Entre la creencia popular, el estigma basado en el género y la crítica a las costumbres, el término “ninfómana” sigue muy presente hoy en día en una forma de sexismo común. En el siglo XIX, la ninfomanía se reconoció como un trastorno psiquiátrico reservado a las mujeres

¿Qué realidad se esconde detrás de este término?

Entre los términos que todavía dificultan la vida de muchas personas, hay uno que persiste en etiquetar a alguien según sus prácticas sexuales, en cuanto a frecuencia o diversidad, se trata del término “ninfomanía”.

Si es tan problemático, es porque la palabra “ninfomanía” es un término retrospectivo que estaba destinado sobre todo a juzgar a una persona (la mayoría de las veces a una mujer) que tenía demasiado deseo sexual en comparación con un estándar imaginario de ella.

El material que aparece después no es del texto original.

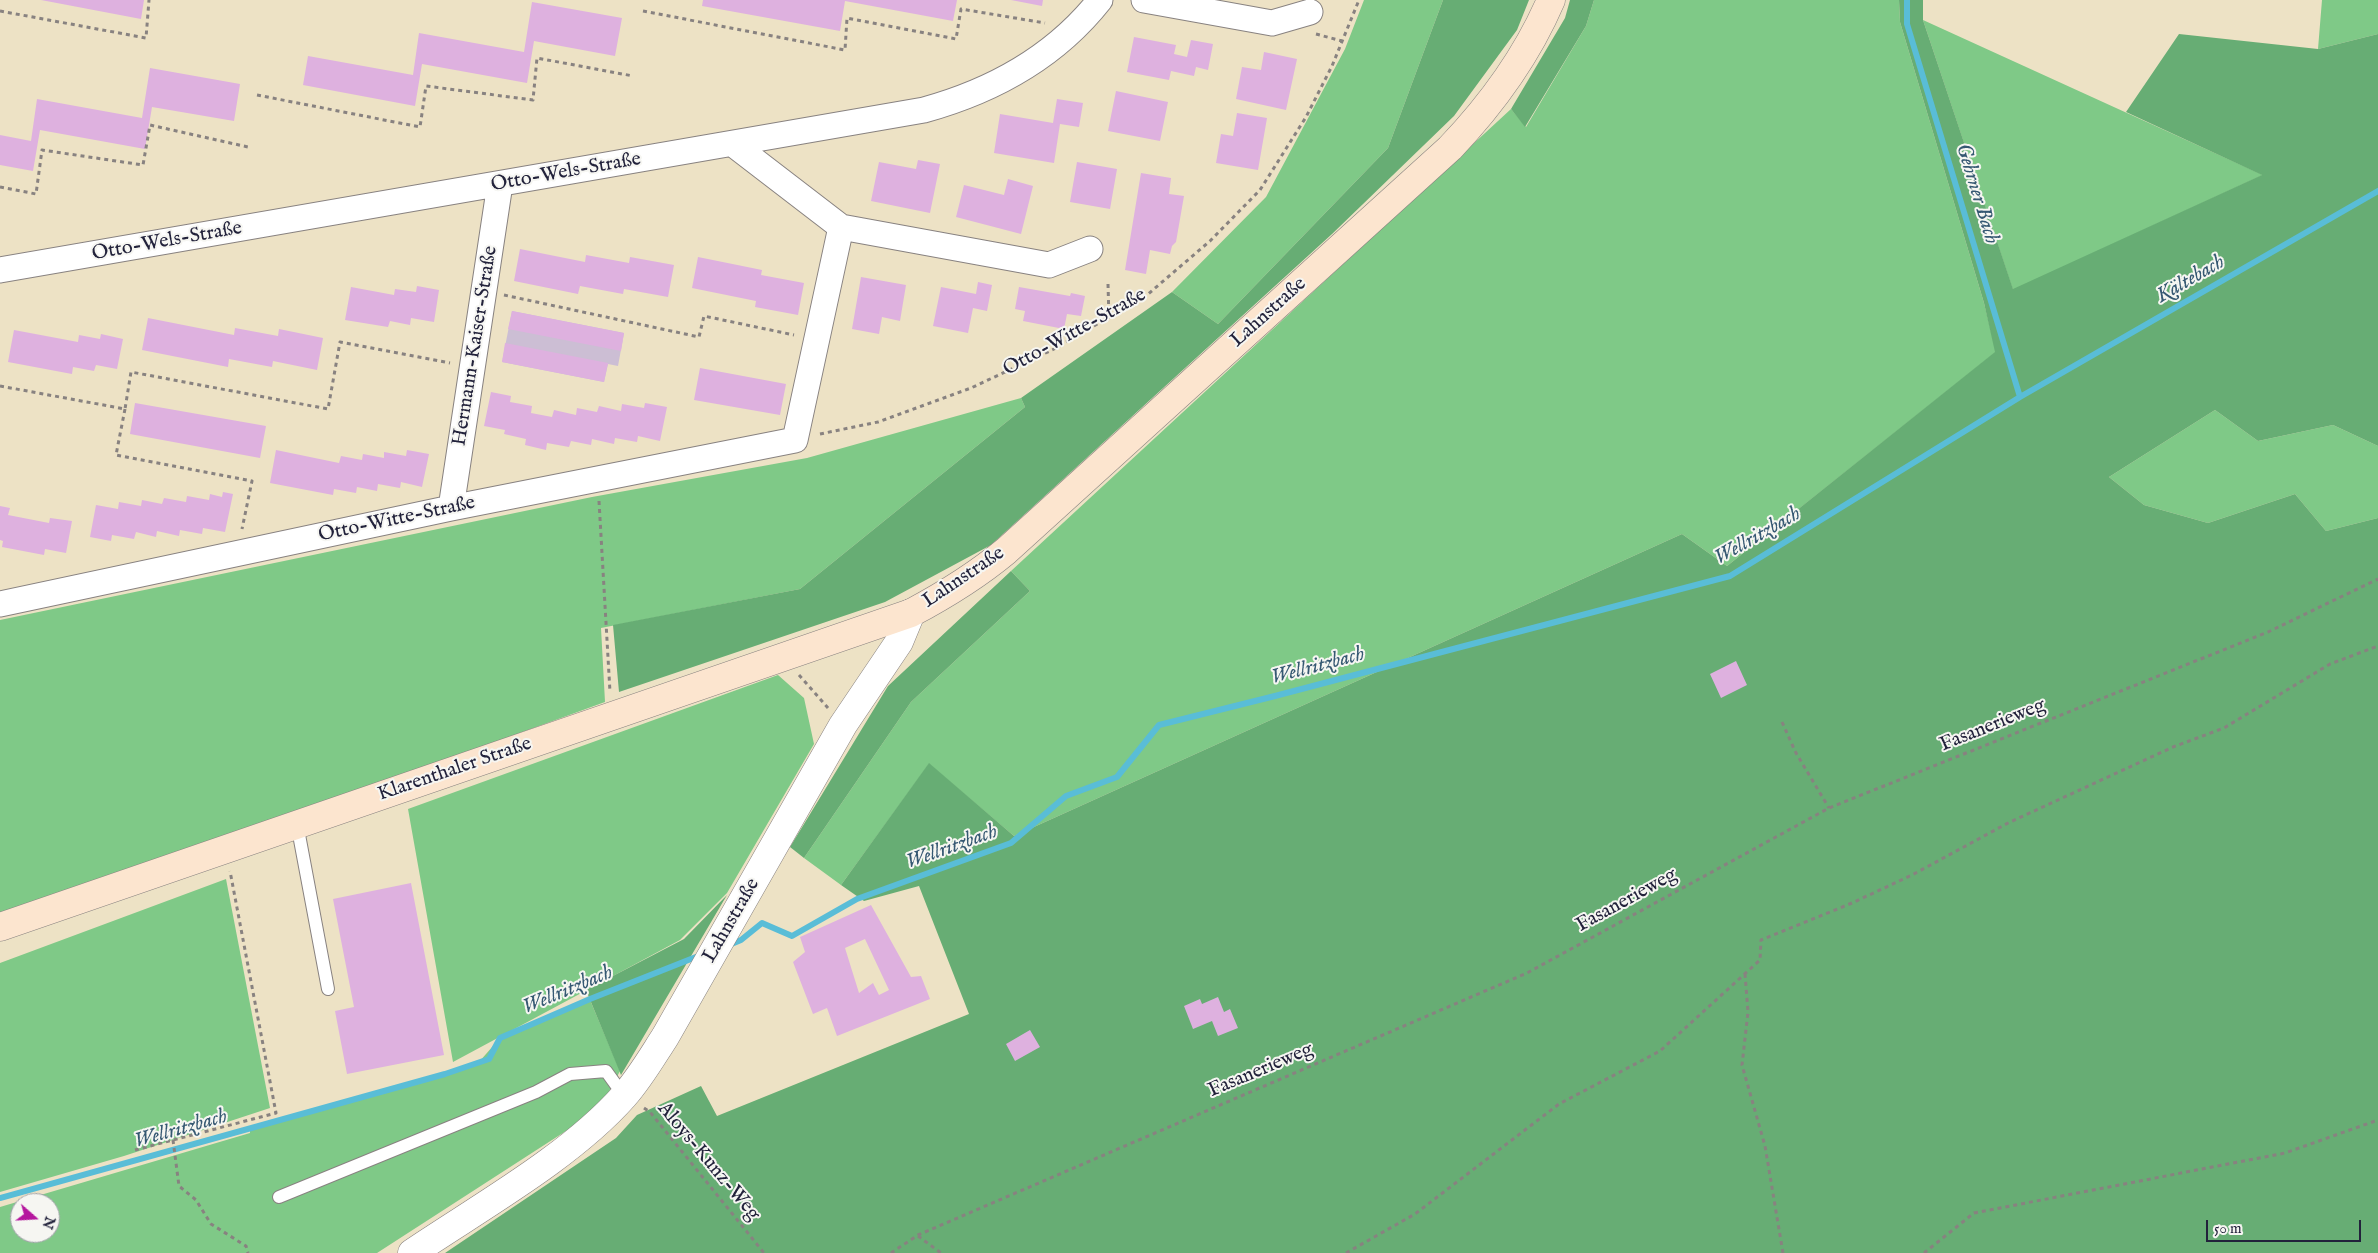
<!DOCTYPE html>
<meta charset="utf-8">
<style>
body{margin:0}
#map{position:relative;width:2378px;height:1253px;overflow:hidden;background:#ede2c5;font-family:"IM FELL English",serif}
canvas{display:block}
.north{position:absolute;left:10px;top:1193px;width:50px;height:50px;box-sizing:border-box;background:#f6f6f2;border:1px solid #a1a1a9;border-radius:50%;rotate:109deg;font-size:14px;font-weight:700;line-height:20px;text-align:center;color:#22223b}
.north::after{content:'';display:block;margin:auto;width:18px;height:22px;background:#b5179e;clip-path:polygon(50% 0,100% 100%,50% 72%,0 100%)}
.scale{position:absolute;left:2206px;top:1220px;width:155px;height:22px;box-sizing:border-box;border:2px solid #22223b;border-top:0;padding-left:6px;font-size:15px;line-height:18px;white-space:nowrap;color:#22223b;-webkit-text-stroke:4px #f6f6f2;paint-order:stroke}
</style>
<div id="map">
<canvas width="2378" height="1253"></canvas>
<div class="north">N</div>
<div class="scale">50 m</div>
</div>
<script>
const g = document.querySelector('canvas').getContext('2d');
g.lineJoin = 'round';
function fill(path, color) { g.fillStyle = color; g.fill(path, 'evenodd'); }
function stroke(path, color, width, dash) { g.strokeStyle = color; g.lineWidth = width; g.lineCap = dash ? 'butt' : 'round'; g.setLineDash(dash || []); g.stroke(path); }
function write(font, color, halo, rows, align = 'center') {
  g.font = font + ' "IM FELL English",serif'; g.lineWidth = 4; g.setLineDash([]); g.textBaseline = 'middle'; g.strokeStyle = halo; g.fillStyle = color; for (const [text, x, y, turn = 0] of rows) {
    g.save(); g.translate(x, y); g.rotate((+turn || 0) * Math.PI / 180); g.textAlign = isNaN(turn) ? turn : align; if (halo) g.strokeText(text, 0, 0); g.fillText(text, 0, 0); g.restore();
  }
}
fill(new Path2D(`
 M512 311 624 333 618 366 608 364 604 382 502 362Z`), '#ccbed4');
fill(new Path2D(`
 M1364 0H1443L1388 148 1218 324 1172 292 1266 197 1345 49Z
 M1594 0H1899L1900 22 1984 303 1996 352 1727 566 1682 534 1014 836 929 764 841 885 804 858 911 702 1030 591 1011 571 1511 109 1526 127 1586 26Z
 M2322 0H2378V34L2318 49Z
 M1923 20 2263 175 2013 290Z
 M1021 398 1025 407 800 589 601 628 605 702 349 795 0 915V620L592 497 807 458Z
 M2215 410 2258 441 2333 425 2378 446V518L2326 531 2295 494 2208 523 2144 505 2109 477Z
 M778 675 804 698 814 744 727 893 680 940 453 1062 408 809Z
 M226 879 270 1108 124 1156 0 1192V963Z
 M590 1000 620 1071 600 1109 377 1253H0V1207L250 1133V1129L479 1062 500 1038ZM20 1203H50V1233H20Z`), '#7fc987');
fill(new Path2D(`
 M1443 0H1529L1517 30 1454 116 1332 234 991 545 885 602 619 692 613 625 800 589 1025 407 1021 398 1172 292 1218 324 1388 148Z
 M1570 0H1594L1586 26 1525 127 1511 109 1565 18Z
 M1899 0H1923V20L2013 289 2262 175 2126 112 2179 34 2318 49 2378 34V446L2333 425 2258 441 2215 410 2109 477 2144 505 2208 523 2295 494 2326 531 2378 518V1253H445L616 1138 637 1115 701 1086 717 1116 969 1014 919 886 864 901 841 885 929 763 1014 836 1682 534 1727 566 1995 352 1984 303 1900 22Z
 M1011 571 1030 591 911 702 804 858 790 847 888 686Z
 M727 895 621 1075 586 990 684 939Z`), '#67ad74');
stroke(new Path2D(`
 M1907 0V24L2020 397
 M729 945 741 940 762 923 792 936 857 899 1011 843 1066 796 1117 777 1159 725 1275 696 1730 576 2020 397 2378 191
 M0 1198 445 1074 489 1059 500 1038 590 999 701 955`), '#59bdd7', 6);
fill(new Path2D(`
 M41 0H144L141 19Z
 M703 0H957L953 21 845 1 840 31 702 6Z
 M1011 0H1043L1042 6Z
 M532 2 622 18 615 56 534 41 527 83 422 64 415 106 303 85 308 56 413 75 419 33 524 52Z
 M1134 37 1176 45 1174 54 1187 57 1191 40 1213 44 1208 70 1196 67 1194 76 1171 71 1169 80 1127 72Z
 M1264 52 1297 59 1286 110 1236 99 1242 67 1261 70Z
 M150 68 240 84 234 121 152 107 145 149 40 130 33 171 0 165V135L31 141 37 99 142 118Z
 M1116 91 1168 102 1160 141 1108 131Z
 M1057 99 1083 103 1079 127 1060 124 1054 163 994 153 1000 114 1053 123Z
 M1237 113 1267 118 1258 170 1216 163 1221 134 1233 136Z
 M918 160 940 164 930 213 871 201 879 162 916 169Z
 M1077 162 1117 169 1110 209 1070 202Z
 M1141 173 1171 178 1169 194 1184 196 1176 242 1172 246 1170 254 1150 250 1146 274 1125 270Z
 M1008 179 1033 186 1021 234 956 217 964 185 1004 195Z
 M520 249 585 262 586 255 629 263 630 257 674 265 668 297 624 289 623 294 580 286 578 294 514 281Z
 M698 257 762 270 761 275 804 283 798 315 755 307 756 301 692 288Z
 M861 277 906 285 900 321 882 317 879 334 852 329Z
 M978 282 992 285 987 311 973 308 968 333 933 326 941 287 976 294Z
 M417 286 439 290 434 322 411 318 410 325 390 321 388 327 345 320 351 287 394 295 395 289 416 292Z
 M1019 287 1070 296 1071 293 1085 296 1081 316 1067 314 1064 329 1023 321 1025 311 1015 309Z
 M512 311 624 333 621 351 508 329Z
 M148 318 234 335 235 328 278 336 279 329 323 338 317 370 273 361 272 367 229 359 228 367 142 350Z
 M14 330 78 342 79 335 100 339 101 334 123 339 117 369 96 365 94 371 73 367 72 374 8 362Z
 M505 343 608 363 604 382 502 362Z
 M700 368 786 384 780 415 694 400Z
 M491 392 511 396 510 402 532 406 531 413 552 417 554 410 576 415 577 408 597 412 599 406 621 411 622 404 644 408 645 403 667 407 660 441 638 436 637 442 615 438 614 444 592 439 591 445 571 441 569 447 547 443 546 450 525 445 526 439 504 434 505 430 484 426Z
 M135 403 266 426 260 458 130 434Z
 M276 450 339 463 341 456 362 460 363 454 384 458V452L406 456 407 450 429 454 422 487 401 482 400 488 378 484 377 491 357 487 356 493 334 489 333 495 270 483Z
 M223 492 233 494 225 532 203 528 202 534 180 530 179 536 157 531 156 537 136 532 134 539 112 535 111 541 90 537 96 505 118 509 119 502 141 506 142 500 162 504 164 498 186 502 187 496 209 500 210 494 222 497Z
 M0 506 10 508 8 515 49 523 50 518 72 521 66 553 45 549 44 555 2 547 3 541 0 540Z
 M1736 661 1747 685 1721 698 1710 674Z
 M411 883 444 1055 347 1074 335 1011 354 1007 333 899Z
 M871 905 911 977 921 976 930 999 837 1036 827 1008 813 1014 793 962 805 952 800 937ZM865 939 889 990 879 995 873 983 859 993 845 948Z
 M1218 997 1224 1012 1230 1009 1238 1028 1218 1036 1212 1021 1193 1029 1184 1006 1200 999 1202 1004Z
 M1030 1030 1040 1047 1015 1061 1006 1044Z`), '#deb1df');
const service = new Path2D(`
 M297 824 328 989
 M279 1197 536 1092 570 1074 606 1071 624 1096`);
const minor = new Path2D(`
 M1144 0 1272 23 1310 12
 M733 144 841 227 1049 265 1090 249
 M0 270 924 110C993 91 1055 57 1100 0
 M451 508 500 184
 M0 604 451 508 795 440 841 227`);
const tertiary = new Path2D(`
 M412 1253C480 1207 570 1157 624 1096 640 1078 652 1057 665 1037L843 725 899 642 911 613`);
const secondary = new Path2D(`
 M0 927 911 613C945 595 976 576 1006 551L1450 148C1492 104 1527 56 1551 0`);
stroke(service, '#888280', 14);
stroke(minor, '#888280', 27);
stroke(tertiary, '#888280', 29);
stroke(secondary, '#888280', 29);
stroke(new Path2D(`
 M0 11 146 38 149 0
 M643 11 845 50 847 18 956 39 961 9 1045 23
 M1316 34 1342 41
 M257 95 420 127 426 86 533 100 537 58 633 76
 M0 187 36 194 42 150 143 165 150 125 248 147
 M1108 284 1109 319
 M504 295 699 337 704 316 794 335
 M0 386 125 409 131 372 328 409 340 342 450 363
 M125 409 116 455 252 481 242 529
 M820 434 878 422 971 388 1054 349 1147 295 1210 241 1260 190 1306 117 1332 66 1359 0
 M599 501 610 692
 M799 675 828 708
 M1782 722 1796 753 1829 808
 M1745 974 1748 1012 1742 1065 1765 1146 1783 1253
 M644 1108 650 1112 764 1253
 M173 1140 179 1186 196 1200 211 1224 246 1246 248 1253
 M135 1150 276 1113 230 871
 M918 1236 941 1253
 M891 1253 918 1235 1527 973 1829 808 2268 632 2378 579
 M1346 1253 1415 1214 1559 1104 1660 1051 1760 960 1761 940 1852 903 1912 875 2008 823 2173 747 2224 728 2330 664 2378 646
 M1924 1253 1974 1213 2285 1153 2378 1120`), '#888280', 3, [4, 4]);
stroke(service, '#fff', 12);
stroke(minor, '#fff', 25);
stroke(tertiary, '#fff', 28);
stroke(secondary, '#fce5cf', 28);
write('20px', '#22223b', '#f6f6f2', [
 ["Otto-Wels-Straße",566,173,-10],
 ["Otto-Wels-Straße",167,242,-10],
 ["Lahnstraße",1269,313,-42],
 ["Otto-Witte-Straße",1075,333,-29],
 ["Hermann-Kaiser-Straße",476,346,-81],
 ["Otto-Witte-Straße",397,520,-12],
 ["Lahnstraße",964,578,-34],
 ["Fasanerieweg",1993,726,-22],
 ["Klarenthaler Straße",455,770,-19],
 ["Fasanerieweg",1627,901,-29],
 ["Lahnstraße",732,921,-60],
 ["Fasanerieweg",1261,1071,-23],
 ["Aloys-Kunz-Weg",708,1162,50]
]);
write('italic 21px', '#355872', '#f6f6f2', [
 ["Gehrner Bach",1976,194,73],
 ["Kältebach",2191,280,-30],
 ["Wellritzbach",1758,537,-30],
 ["Wellritzbach",1318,667,-15],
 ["Wellritzbach",952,848,-20],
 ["Wellritzbach",568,991,-23],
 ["Wellritzbach",181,1130,-16]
]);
</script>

Pero inevitablemente estamos en una forma de error desde el momento en que tratamos de definir un estándar en los deseos y necesidades sexuales de cada uno, ya que hay una forma de sexualidad por persona y ese el único criterio que priman parecen ser las del placer y el consentimiento.

Ninfómana: adictas al sexo, hipersexualidad

Y en general, las personas que utilizan el término “ninfómana” no se dejan engañar por su aspecto insultante y denigrante. También se utiliza exclusivamente para criticar negativamente la moral de la persona. 

A eso se le agrega un verdadero toque de sexismo desinhibido e incluso obtendrá una diferencia en el trato y la verbalización según el género. Si se trata de una mujer que tiene varias parejas, rápidamente verás que se le infiere el término “ninfomanía”. 

Cuando el mismo comportamiento ocurre en un hombre, lo más frecuente es que se justifique: “es normal, el hombre es un cazador”, ”es un seductor”. Estamos de acuerdo, el uso de la palabra plantea un problema, pero la terminología no se queda atrás. 

En el corazón del sexismo ordinario

Tomemos un momento para recordar que si bien la creencia popular es que los hombres tienen más libido que las mujeres, no existe, hasta la fecha, ninguna prueba científica de esta afirmación. Por el contrario, percibimos una similitud real, sólo que la expresión del deseo y el autocontrol en torno a los antojos no son lo mismo.

De hecho, vemos una mayor presencia de agresiones y delitos sexuales cometidos por hombres que por mujeres, y notamos que la expresión del deseo en un hombre será juzgada si falta. Incluso hablaremos de “impotencia” durante los trastornos de erección. El término muestra la representación que tenemos de él, imponiendo una verdadera cultura y ansiedad escénica. 

Cuando, por el contrario, si una mujer no expresa lo suficiente su deseo, hablamos de “frigidez”, lo que es igual de erróneo y estigmatizante. Y así, no hace falta indagar mucho por qué la palabra “ninfómana” sufre la misma dinámica cuando el deseo se juzga como “demasiado” expresado.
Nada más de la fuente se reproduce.